Tag 13: Von Laredo nach Noja (15 Kilometer)
Wasser von oben und Wasser von unten. Ich fühle mich wie in der Waschanlage, als ich wieder den Strand von Laredo erreiche. Vom Himmel prasseln Regentropfen auf meinen Poncho, unten stehe ich bis zu den Knöcheln im Salzwasser. Ich bleibe stehen und schaue durch die trübe Suppe hinüber zum Buciero-Massiv. Bei diesem Wetter kann ich es sicher abhaken, den Umweg um die Halbinsel zu laufen, denke ich. Trotzdem bin ich nicht enttäuscht – der Camino beginnt seine Wirkung zu entfalten.
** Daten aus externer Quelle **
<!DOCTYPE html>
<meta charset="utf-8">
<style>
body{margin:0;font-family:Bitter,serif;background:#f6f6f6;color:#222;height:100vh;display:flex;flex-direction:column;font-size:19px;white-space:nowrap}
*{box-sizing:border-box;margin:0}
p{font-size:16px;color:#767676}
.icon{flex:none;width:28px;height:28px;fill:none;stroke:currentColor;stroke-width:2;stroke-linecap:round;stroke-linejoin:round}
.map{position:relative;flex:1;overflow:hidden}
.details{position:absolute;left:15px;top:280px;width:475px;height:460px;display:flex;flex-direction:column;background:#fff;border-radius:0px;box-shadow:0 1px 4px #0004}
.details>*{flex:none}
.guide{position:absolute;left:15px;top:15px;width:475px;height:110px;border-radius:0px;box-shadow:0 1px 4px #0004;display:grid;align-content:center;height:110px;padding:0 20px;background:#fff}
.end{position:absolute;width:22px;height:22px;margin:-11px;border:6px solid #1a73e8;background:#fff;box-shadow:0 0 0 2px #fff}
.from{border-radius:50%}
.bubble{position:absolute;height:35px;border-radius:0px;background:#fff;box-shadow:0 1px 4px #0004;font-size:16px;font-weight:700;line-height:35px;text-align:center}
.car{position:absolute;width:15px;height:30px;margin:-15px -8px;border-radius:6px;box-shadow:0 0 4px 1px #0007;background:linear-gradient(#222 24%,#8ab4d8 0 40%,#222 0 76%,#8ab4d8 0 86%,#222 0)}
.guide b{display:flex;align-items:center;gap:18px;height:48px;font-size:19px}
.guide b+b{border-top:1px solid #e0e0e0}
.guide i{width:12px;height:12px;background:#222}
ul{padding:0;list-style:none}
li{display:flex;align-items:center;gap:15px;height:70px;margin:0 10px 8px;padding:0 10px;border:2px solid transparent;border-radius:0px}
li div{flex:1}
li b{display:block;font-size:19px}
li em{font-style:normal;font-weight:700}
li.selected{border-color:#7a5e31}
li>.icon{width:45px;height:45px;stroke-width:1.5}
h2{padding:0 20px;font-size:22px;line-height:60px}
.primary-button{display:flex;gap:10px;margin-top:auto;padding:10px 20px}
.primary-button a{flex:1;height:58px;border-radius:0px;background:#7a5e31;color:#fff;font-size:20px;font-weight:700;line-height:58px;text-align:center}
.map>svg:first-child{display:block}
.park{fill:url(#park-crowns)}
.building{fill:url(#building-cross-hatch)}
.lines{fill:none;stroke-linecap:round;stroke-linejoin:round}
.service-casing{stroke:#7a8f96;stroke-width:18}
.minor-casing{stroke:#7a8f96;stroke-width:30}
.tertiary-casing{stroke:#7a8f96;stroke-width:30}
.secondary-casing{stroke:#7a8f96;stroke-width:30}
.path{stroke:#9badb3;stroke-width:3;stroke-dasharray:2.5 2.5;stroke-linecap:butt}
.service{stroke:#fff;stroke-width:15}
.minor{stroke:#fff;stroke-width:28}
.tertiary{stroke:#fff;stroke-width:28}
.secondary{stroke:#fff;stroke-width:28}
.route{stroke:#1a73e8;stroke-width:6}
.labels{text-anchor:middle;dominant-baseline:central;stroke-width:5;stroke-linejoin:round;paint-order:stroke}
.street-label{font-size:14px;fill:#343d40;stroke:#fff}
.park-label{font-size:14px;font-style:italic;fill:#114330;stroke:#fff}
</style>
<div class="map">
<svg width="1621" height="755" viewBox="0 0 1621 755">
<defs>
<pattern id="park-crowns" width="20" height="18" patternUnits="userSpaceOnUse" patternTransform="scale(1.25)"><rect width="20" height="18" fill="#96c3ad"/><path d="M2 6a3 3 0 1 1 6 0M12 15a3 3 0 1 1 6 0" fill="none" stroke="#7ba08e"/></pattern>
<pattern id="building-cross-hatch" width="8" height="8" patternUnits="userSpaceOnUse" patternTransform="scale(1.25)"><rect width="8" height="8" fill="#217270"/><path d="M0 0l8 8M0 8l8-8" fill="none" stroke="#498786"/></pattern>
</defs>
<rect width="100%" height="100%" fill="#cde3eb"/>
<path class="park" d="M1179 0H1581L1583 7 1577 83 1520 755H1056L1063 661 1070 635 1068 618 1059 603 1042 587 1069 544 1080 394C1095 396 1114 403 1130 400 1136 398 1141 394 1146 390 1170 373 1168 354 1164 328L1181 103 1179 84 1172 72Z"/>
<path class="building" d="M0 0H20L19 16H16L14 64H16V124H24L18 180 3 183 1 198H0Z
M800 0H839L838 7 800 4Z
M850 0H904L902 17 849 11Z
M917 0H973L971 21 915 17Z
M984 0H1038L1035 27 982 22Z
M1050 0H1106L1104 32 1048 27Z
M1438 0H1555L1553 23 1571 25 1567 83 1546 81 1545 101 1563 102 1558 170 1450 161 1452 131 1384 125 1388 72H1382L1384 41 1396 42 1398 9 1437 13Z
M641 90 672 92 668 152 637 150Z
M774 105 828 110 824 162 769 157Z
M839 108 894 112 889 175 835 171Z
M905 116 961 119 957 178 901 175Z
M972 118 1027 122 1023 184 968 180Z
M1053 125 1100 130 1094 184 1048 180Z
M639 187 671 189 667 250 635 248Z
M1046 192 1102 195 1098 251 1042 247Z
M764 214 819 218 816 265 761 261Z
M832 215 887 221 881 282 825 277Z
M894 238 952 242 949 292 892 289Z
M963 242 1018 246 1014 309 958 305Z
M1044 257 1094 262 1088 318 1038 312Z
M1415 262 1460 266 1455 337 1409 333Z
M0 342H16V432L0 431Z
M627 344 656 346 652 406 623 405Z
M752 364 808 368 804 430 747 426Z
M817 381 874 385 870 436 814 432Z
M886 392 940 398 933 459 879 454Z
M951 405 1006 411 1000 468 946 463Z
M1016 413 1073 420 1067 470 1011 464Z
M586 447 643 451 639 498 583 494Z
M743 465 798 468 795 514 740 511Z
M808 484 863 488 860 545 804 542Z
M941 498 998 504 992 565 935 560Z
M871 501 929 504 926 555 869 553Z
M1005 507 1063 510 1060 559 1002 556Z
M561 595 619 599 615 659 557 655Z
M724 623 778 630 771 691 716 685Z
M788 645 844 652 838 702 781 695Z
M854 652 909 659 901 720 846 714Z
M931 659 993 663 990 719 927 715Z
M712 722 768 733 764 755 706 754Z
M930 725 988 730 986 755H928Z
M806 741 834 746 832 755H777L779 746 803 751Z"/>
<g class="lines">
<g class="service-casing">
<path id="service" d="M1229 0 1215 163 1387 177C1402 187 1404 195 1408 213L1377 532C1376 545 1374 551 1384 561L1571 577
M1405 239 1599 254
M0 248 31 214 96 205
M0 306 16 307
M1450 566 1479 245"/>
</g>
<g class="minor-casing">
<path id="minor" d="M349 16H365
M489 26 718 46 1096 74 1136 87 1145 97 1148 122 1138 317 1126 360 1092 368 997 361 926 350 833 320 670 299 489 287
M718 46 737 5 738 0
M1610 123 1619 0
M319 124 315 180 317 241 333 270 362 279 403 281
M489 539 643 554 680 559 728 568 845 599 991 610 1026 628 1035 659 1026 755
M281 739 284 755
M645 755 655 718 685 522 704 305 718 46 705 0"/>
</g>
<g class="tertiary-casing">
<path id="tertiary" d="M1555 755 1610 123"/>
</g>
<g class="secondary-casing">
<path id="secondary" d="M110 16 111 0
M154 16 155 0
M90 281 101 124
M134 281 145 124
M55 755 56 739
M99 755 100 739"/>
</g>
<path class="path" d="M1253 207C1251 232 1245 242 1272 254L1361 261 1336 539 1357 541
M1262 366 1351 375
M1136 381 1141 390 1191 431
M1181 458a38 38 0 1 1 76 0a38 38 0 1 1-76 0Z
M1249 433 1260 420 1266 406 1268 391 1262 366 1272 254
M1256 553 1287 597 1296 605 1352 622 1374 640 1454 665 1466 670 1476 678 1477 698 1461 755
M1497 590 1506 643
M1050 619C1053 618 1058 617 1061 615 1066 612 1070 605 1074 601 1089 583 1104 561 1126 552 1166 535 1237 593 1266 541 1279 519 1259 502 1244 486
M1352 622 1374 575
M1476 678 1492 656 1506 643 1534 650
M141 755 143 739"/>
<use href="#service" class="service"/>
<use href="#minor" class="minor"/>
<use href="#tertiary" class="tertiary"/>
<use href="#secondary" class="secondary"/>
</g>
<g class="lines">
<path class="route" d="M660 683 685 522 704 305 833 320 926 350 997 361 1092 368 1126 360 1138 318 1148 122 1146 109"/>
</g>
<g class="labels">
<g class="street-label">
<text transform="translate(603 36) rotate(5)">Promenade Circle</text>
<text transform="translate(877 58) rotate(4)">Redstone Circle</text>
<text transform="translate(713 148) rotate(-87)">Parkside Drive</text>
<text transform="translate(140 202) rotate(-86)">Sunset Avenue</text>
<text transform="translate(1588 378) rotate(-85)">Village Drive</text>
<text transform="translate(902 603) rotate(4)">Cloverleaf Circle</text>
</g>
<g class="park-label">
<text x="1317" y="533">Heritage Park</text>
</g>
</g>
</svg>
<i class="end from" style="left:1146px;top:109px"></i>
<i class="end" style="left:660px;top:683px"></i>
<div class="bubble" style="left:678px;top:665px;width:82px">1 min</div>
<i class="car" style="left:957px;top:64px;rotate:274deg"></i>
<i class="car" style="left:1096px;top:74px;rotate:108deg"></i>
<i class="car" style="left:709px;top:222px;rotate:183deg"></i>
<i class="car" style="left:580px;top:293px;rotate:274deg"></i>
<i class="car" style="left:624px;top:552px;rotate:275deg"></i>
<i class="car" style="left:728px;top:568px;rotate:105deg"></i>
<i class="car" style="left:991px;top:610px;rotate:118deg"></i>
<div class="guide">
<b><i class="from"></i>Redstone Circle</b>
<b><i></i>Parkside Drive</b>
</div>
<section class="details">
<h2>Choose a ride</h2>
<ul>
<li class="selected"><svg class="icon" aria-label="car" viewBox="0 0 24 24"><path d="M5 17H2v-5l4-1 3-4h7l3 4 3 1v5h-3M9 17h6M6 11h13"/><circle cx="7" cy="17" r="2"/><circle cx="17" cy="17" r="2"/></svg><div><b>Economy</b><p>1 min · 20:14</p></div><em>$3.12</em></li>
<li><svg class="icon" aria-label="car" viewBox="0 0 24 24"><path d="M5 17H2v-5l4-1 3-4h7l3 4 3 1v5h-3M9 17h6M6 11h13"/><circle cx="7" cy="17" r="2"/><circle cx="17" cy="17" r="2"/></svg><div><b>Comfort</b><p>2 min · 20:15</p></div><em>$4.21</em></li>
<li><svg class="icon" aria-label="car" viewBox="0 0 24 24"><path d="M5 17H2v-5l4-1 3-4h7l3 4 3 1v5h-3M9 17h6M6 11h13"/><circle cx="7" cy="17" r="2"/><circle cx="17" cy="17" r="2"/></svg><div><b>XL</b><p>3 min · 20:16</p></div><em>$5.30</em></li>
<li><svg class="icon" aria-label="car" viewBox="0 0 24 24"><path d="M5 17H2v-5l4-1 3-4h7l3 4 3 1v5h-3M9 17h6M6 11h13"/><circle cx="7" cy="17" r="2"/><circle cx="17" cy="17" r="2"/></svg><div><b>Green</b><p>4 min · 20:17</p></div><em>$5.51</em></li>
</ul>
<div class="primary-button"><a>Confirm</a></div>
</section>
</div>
„Ich nehme alles so, wie es kommt.“ Heute ist ein neuer Tag, um dieses Motto zu verinnerlichen und in die Tat umzusetzen. Das hat schon nach dem Aufwachen begonnen, als ich nach langem und tiefem Schlaf meine gewaschene Wäsche auf dem winzigen Balkon der Albergue Buen Pastor inspiziert habe. Wieder waren die Sachen nicht trocken geworden. Der Kölner Pilger hatte sein Bett schon geräumt, die Bochumer waren gerade am Zusammenpacken. Als ich aus der Tür der Herberge auf die Straße hinaustrat, lief mir Markus über den Weg – auf der Suche nach einer Bar, in der er frühstücken kann.
Nun stehe ich also am Strand. Die Seiten meines Führers werden feucht, als ich nochmal die Wegalternativen checke. Soll ich heute bis Güemes laufen oder doch – wie ursprünglich geplant – in Noja stoppen? Wenn ich tatsächlich den Buciero umrunden will, dann ist es viel zu weit bis nach Güemes. Aber auch, wenn der Umweg nicht möglich sein sollte, reizt es mich, in Noja Station zu machen. Immer wieder wird im Internet der Strand dort als einer der schönsten des ganzen Camino del Norte gepriesen.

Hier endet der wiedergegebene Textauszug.